Tiefsten Punkt seit Erhebungsbeginn 2018 erreicht

In Österreich seien 58 Prozent der Befragten davon überzeugt, dass das politische System im eigenen Land weniger oder gar nicht gut funktioniert. Gesunken sei das Vertrauen in allen Bevölkerungsgruppen. Der Umfrage zufolge fällt der Vertrauensverlust im oberen und mittleren Einkommensdrittel der Gesellschaft jedoch stärker aus. Damit habe das Vertrauen in das politische System Österreichs den tiefsten Punkt seit Erhebungsbeginn 2018 erreicht, hieß es in einer Pressekonferenz am Dienstag.

Das Systemvertrauen habe dabei im Befragungszeitraum August bis Oktober besonders deutlich unter dem Wert des Vorjahres gelegen. Bei 46 Prozent der rund 2000 online und telefonisch Befragten war es im negativen Bereich. Die Inseraten-Affäre von Ex-Kanzler Kurz und der erneute Lockdown hätten die Entwicklung noch einmal verschärft.

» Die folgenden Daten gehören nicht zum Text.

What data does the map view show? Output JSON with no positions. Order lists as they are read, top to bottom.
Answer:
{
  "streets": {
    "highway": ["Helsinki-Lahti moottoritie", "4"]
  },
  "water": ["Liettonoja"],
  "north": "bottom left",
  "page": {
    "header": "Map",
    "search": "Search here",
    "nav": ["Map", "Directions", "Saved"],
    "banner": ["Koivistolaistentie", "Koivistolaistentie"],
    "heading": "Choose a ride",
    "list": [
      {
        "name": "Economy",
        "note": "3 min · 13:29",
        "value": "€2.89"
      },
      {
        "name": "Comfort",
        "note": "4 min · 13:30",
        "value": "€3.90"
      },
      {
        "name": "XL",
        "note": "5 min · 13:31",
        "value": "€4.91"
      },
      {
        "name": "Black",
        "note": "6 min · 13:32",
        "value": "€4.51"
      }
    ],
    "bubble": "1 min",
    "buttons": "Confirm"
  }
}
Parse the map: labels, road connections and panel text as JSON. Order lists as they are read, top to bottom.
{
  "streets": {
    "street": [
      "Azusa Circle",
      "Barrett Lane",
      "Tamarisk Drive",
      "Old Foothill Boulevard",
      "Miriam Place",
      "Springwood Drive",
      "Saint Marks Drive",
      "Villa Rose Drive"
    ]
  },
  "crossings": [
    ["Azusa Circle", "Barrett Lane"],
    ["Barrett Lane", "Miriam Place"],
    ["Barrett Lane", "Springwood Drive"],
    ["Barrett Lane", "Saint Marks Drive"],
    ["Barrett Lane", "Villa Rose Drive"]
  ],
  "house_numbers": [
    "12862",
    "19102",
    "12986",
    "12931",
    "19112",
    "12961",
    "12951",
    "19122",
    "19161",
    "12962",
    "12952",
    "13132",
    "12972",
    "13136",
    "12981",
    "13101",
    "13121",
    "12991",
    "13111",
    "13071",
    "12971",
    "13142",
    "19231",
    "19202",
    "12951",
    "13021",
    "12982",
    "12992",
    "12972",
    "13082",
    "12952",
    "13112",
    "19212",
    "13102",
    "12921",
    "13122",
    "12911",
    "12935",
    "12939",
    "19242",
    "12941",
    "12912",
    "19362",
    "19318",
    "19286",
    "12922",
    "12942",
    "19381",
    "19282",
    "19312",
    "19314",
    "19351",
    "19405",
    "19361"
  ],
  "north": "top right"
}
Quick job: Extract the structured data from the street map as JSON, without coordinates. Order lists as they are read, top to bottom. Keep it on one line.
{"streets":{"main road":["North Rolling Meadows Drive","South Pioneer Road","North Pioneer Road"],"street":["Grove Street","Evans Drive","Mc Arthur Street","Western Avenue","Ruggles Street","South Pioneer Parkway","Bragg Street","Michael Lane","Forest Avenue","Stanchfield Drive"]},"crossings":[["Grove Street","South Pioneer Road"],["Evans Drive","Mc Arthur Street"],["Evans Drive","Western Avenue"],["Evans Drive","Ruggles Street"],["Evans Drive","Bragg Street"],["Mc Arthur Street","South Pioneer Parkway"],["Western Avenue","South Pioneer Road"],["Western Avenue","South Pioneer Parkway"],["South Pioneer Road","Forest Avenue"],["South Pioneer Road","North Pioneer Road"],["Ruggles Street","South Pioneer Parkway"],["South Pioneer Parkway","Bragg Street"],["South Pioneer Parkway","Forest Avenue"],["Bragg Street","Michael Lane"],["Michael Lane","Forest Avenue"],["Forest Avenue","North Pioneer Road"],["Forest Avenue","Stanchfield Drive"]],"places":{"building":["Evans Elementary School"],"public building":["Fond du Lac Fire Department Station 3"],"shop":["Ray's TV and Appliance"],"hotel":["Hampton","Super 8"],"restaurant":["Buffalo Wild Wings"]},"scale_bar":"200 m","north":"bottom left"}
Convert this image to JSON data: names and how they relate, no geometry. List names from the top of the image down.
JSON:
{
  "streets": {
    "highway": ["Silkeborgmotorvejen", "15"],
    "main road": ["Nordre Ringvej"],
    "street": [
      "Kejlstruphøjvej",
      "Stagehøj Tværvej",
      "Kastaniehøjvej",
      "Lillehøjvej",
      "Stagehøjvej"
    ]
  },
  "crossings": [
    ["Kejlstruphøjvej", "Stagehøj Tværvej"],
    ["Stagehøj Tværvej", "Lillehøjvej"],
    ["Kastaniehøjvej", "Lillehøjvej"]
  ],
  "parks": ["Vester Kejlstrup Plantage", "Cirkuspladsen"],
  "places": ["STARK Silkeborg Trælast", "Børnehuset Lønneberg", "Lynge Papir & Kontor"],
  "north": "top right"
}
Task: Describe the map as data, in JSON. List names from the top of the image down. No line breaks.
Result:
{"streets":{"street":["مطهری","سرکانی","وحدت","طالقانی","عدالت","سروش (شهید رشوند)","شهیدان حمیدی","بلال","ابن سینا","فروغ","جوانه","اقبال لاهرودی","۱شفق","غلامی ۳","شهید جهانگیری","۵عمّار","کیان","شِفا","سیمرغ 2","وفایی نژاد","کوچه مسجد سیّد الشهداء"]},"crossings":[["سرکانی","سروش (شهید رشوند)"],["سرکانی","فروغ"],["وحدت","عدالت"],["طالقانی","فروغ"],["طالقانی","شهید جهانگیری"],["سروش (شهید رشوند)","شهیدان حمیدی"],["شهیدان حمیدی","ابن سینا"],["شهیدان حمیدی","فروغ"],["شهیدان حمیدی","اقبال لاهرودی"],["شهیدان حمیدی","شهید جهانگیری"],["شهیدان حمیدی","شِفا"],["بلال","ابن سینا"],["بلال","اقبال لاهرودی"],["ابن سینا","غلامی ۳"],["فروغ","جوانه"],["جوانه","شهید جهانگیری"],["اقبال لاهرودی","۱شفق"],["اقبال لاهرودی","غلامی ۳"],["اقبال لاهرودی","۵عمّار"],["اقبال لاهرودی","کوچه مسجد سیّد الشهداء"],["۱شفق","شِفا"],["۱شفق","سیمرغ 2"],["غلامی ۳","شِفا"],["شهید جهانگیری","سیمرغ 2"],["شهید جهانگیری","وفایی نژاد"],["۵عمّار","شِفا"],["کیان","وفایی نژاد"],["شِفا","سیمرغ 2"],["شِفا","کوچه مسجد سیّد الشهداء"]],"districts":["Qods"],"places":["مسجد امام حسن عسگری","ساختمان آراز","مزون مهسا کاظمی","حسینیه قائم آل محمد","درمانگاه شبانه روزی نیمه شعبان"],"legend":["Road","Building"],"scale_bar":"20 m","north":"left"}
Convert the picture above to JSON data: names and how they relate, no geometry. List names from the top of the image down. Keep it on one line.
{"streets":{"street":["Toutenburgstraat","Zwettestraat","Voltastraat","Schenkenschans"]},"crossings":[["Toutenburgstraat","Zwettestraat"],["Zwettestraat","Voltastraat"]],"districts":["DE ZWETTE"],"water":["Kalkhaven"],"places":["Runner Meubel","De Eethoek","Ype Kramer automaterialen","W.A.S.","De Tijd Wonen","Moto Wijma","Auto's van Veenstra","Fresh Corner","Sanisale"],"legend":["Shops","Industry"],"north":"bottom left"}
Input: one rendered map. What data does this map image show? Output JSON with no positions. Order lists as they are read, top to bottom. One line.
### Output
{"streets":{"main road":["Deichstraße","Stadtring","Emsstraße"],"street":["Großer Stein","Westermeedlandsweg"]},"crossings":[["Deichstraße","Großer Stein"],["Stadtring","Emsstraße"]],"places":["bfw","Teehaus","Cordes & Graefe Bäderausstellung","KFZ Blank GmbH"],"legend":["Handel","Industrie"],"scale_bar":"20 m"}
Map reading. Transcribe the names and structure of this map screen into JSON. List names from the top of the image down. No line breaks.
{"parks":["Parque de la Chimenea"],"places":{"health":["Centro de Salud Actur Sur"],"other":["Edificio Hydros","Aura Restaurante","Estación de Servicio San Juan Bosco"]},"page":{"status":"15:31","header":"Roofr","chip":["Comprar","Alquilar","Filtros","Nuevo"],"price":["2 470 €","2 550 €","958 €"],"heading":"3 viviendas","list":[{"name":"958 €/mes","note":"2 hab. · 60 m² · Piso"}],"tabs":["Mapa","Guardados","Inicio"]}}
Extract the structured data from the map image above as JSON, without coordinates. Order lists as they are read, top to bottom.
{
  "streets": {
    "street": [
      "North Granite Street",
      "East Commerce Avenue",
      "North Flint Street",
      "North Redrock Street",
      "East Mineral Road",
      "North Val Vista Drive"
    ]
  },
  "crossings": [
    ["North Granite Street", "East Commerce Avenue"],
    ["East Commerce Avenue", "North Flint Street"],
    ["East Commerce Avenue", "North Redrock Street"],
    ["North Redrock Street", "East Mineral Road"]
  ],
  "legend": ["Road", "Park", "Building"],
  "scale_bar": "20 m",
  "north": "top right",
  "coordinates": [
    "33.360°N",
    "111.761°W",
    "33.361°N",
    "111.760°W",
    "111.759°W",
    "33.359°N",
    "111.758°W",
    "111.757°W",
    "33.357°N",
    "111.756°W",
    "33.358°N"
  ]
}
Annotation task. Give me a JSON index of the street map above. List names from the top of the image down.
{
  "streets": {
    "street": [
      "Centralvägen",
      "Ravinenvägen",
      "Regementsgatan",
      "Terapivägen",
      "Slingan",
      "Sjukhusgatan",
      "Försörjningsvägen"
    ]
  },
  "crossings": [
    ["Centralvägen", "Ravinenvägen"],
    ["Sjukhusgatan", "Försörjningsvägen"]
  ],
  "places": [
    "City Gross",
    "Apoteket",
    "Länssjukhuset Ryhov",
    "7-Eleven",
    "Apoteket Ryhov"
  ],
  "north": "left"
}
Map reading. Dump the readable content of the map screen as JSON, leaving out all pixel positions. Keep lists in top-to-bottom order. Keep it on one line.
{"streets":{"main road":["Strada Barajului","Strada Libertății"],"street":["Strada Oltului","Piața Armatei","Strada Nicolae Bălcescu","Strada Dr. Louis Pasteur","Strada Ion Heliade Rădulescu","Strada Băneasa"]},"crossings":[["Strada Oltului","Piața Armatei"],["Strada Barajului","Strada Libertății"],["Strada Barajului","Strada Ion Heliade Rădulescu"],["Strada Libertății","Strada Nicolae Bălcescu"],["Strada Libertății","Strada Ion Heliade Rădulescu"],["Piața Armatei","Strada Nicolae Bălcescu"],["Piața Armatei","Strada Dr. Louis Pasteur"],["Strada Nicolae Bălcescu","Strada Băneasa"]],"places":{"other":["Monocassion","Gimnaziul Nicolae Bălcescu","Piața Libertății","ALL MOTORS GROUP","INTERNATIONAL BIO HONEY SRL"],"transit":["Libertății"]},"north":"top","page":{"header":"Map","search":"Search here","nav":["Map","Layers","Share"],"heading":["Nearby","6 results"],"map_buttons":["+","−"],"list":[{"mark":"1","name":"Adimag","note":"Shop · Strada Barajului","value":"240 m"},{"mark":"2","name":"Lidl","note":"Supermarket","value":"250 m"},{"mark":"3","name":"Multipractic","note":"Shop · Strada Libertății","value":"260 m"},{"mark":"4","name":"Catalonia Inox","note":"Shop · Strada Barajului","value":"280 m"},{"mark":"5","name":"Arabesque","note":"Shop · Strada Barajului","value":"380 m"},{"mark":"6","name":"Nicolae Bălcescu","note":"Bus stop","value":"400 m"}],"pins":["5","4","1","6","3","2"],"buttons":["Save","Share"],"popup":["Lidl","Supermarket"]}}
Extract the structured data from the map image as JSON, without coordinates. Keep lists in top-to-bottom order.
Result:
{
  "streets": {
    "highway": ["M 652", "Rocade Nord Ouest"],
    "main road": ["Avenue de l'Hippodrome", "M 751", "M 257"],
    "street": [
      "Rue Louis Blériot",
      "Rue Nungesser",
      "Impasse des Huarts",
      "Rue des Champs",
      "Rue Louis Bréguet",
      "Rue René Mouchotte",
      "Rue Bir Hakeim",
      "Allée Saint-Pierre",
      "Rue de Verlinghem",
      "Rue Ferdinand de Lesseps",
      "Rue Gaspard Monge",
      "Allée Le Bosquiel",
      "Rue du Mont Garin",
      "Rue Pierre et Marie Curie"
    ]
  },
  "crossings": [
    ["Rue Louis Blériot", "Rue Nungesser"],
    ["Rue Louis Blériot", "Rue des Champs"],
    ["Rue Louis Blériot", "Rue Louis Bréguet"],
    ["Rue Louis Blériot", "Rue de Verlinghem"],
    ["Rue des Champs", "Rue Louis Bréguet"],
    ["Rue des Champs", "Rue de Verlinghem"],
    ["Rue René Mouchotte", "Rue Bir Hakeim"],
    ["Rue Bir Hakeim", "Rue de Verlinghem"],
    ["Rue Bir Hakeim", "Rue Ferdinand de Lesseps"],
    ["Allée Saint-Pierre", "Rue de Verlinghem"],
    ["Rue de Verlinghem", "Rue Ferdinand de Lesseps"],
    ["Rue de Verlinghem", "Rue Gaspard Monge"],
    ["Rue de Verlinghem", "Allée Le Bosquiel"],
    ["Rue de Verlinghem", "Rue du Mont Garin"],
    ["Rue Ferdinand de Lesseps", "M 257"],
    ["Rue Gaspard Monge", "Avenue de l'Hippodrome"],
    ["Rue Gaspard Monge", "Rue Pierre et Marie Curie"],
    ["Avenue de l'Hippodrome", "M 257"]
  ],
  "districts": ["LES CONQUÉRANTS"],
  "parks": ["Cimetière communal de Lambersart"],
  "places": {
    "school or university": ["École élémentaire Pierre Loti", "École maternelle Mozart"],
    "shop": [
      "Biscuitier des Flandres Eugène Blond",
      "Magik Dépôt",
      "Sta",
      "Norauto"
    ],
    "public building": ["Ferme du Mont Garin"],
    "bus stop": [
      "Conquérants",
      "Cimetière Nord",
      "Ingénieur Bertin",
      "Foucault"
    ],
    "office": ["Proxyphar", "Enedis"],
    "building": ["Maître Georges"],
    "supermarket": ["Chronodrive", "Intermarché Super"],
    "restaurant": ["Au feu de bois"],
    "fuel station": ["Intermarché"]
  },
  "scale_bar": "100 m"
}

In einer Follow-up-Befragung unter rund 500 Personen im November und Dezember bewerteten hingegen nur noch 58 Prozent das politische System als weniger oder gar nicht gut. 2020 fiel das Ergebnis mit 66 zu 32 Prozent noch positiv aus. 2019 lag das Verhältnis bei 51 zu 45 und 2018 bei 64 zu 33 Prozent.

„Niveau von Rumänien erreicht“

Im unteren Einkommensdrittel der Gesellschaft sei das Vertrauen in das politische System seit Erhebungsbeginn 2018 weniger von aktuellen Ereignissen abhängig, so Studienautorin Martina Zandonella. Mit der ökonomischen Unsicherheit gingen unabhängig davon Erfahrungen von Ungleichwertigkeit und fehlender Repräsentation einher.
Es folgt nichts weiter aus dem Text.